**EXERCISE REQUIREMENTS**
What lines below include the string "limit"? Pick them out and copy them.

**DATA IN THIS EXERCISE**
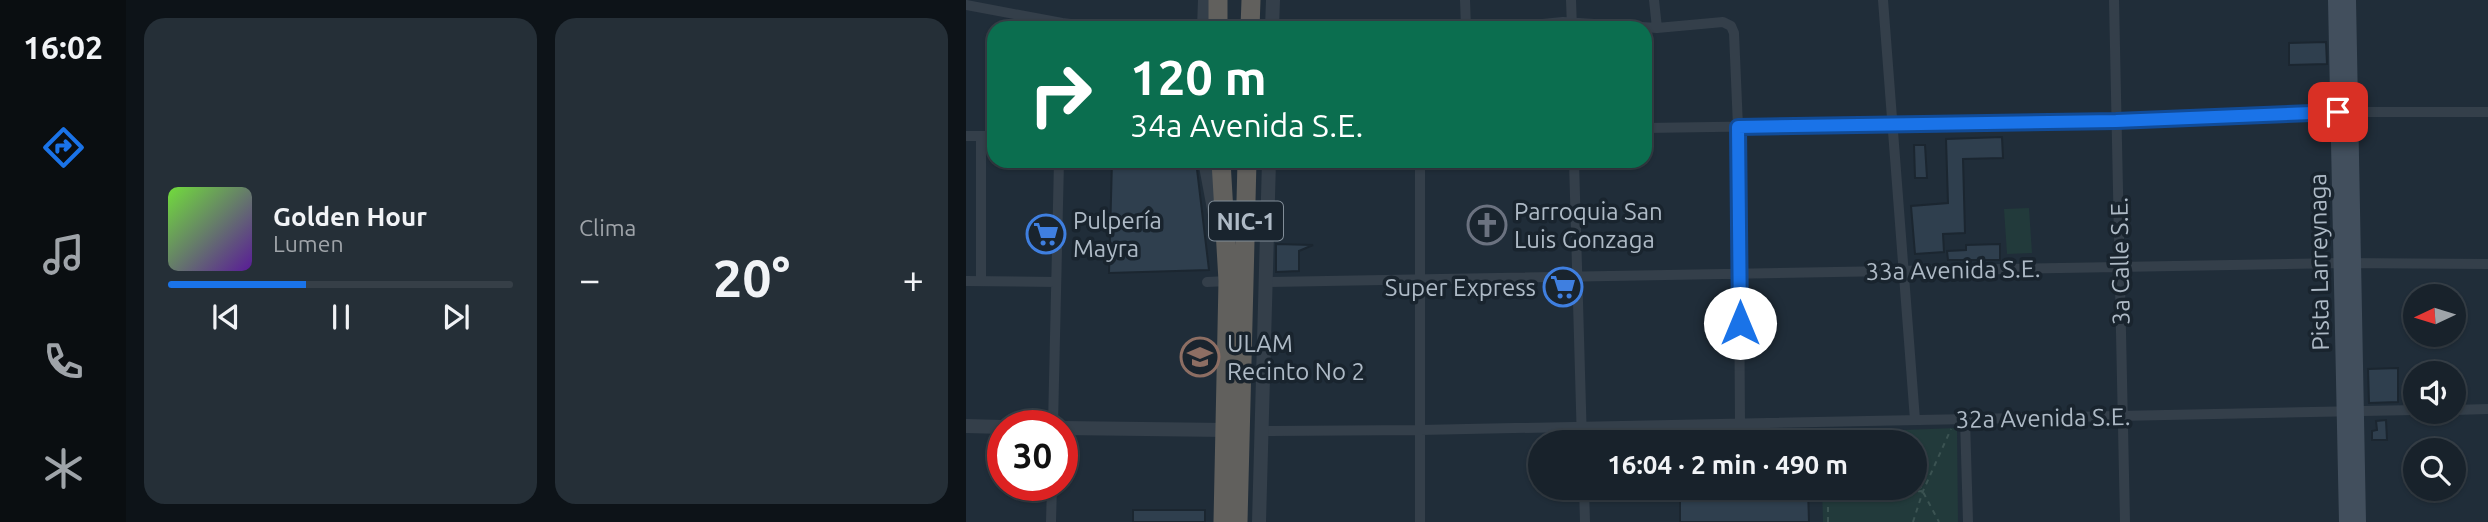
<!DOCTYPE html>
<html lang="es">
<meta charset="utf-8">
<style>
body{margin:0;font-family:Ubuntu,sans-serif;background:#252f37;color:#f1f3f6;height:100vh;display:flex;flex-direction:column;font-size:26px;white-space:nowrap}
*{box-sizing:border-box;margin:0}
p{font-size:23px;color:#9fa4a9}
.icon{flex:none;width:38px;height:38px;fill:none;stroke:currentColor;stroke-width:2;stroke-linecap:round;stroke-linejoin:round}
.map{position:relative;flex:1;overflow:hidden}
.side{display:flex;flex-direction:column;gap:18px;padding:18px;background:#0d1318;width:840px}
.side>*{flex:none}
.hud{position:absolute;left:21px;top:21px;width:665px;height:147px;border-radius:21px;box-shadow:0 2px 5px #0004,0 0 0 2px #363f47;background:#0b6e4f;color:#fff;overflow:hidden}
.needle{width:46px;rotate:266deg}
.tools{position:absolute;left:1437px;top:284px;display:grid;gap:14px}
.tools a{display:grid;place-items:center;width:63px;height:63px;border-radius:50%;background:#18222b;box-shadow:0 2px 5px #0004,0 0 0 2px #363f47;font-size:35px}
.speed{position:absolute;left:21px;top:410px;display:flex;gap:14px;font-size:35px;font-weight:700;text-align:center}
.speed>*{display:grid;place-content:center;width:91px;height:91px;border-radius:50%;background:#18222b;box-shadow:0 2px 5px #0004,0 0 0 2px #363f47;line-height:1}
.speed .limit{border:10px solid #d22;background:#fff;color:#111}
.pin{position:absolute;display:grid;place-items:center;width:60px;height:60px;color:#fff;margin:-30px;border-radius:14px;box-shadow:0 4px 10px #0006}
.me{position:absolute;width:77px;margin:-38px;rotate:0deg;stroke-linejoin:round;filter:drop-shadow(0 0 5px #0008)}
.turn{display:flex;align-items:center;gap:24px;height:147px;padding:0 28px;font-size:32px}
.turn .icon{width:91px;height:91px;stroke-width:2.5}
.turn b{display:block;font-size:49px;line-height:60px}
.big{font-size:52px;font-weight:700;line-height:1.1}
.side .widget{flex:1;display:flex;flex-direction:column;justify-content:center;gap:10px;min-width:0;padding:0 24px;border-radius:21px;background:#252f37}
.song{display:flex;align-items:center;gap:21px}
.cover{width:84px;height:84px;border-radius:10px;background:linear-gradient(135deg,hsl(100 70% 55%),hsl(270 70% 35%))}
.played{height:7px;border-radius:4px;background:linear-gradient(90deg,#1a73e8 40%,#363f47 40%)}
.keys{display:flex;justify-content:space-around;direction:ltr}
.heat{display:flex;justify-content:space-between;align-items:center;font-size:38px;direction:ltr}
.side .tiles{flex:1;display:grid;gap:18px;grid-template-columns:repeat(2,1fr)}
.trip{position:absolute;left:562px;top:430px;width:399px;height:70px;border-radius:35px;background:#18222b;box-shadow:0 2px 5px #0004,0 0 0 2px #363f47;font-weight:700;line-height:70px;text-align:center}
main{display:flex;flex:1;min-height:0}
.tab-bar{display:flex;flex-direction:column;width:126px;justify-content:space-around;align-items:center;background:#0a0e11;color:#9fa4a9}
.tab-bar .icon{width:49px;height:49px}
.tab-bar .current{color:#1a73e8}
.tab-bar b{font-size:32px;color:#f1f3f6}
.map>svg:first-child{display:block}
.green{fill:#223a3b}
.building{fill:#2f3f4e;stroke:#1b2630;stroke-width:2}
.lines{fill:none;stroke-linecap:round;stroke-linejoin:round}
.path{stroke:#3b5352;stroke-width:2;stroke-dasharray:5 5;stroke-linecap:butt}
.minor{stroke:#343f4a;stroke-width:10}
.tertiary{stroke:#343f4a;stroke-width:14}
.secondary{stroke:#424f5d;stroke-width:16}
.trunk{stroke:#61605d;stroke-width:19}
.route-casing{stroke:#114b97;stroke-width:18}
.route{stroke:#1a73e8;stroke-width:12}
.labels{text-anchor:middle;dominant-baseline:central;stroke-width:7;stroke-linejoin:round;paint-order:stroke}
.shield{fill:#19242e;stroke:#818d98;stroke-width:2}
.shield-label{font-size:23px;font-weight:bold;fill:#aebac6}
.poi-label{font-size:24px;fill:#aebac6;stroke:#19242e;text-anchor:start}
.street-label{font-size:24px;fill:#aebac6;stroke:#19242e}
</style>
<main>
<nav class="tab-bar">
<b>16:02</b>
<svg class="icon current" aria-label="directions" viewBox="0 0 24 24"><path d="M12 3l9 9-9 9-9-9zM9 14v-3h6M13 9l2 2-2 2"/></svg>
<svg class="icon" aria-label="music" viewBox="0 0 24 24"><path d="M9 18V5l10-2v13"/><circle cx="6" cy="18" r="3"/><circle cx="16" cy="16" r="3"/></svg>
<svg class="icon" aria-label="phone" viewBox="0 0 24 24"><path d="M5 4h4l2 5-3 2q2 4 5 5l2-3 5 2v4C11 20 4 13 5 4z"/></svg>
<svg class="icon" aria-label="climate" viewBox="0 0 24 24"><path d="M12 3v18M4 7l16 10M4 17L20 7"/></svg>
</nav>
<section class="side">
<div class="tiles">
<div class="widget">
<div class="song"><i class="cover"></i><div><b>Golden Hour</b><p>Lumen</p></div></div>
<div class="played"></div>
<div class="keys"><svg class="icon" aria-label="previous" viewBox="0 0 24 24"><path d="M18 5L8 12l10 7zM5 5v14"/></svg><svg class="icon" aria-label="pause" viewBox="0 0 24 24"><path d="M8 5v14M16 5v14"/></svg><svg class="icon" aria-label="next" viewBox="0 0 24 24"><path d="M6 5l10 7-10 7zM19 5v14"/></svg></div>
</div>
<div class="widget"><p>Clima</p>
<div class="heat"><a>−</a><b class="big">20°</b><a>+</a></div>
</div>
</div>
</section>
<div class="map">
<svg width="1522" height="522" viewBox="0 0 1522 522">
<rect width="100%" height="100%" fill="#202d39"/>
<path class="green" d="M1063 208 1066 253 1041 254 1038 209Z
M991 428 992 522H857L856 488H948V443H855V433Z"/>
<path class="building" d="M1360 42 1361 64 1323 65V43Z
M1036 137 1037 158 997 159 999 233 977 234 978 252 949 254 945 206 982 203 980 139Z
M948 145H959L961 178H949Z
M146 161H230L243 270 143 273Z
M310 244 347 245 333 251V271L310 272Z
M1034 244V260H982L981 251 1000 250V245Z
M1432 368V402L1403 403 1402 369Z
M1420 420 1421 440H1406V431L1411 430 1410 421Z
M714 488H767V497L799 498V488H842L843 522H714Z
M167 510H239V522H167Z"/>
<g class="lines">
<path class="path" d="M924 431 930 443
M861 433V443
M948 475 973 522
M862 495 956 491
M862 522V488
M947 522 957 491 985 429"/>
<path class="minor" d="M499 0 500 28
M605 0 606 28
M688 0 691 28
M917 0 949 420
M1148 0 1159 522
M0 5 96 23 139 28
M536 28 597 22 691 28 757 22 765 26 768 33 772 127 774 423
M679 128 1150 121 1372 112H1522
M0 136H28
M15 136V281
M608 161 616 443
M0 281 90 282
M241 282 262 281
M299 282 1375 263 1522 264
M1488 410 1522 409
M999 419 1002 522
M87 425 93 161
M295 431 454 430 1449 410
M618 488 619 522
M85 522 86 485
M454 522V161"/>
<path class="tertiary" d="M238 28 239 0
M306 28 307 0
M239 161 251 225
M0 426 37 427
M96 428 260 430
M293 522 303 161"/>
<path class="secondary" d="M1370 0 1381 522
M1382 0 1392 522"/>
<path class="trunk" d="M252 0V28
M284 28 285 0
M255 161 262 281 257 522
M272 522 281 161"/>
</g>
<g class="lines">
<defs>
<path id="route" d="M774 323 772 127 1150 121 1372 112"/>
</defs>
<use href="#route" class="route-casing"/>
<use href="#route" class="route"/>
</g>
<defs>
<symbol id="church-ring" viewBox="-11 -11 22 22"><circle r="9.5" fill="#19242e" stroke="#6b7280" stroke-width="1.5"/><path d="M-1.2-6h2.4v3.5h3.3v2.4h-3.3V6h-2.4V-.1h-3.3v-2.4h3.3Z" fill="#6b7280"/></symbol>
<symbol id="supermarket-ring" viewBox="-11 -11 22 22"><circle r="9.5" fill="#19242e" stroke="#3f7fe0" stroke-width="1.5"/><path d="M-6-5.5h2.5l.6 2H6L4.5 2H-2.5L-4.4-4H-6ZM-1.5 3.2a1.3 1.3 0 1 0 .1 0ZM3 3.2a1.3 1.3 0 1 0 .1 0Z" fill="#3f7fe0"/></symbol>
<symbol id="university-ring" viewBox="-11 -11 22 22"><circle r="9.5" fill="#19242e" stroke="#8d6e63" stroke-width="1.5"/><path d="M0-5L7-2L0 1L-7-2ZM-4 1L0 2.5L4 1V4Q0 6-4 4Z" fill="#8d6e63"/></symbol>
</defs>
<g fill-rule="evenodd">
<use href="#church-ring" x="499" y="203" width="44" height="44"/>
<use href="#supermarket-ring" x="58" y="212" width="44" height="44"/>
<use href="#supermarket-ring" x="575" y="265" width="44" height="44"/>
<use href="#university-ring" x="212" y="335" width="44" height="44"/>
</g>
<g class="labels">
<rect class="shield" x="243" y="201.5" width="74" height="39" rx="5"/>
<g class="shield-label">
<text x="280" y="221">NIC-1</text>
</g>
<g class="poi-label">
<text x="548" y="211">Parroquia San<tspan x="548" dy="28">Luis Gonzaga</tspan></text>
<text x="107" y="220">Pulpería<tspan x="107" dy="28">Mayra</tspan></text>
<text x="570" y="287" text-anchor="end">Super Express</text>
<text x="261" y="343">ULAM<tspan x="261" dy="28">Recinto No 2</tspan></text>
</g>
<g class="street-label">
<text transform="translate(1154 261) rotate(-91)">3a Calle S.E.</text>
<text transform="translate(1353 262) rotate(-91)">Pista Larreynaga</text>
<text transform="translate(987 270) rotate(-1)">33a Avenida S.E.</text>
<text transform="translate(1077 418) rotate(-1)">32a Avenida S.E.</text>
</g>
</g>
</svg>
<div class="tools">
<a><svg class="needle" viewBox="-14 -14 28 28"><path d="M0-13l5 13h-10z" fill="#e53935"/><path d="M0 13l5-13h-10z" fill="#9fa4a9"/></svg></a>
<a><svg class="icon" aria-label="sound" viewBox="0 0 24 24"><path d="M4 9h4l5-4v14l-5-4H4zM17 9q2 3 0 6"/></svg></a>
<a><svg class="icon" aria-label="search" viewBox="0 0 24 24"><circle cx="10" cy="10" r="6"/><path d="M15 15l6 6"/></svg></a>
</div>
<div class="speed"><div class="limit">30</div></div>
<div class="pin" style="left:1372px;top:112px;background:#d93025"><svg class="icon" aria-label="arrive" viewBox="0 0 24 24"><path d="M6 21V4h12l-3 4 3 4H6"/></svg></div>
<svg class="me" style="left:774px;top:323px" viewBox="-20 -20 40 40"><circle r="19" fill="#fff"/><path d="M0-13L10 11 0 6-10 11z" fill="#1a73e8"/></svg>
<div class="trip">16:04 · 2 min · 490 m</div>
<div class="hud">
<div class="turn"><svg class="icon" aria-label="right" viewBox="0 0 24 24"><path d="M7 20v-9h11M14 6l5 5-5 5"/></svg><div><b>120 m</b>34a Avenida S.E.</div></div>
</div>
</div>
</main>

**PROBLEM SOLUTION**
.speed .limit{border:10px solid #d22;background:#fff;color:#111}
<div class="speed"><div class="limit">30</div></div>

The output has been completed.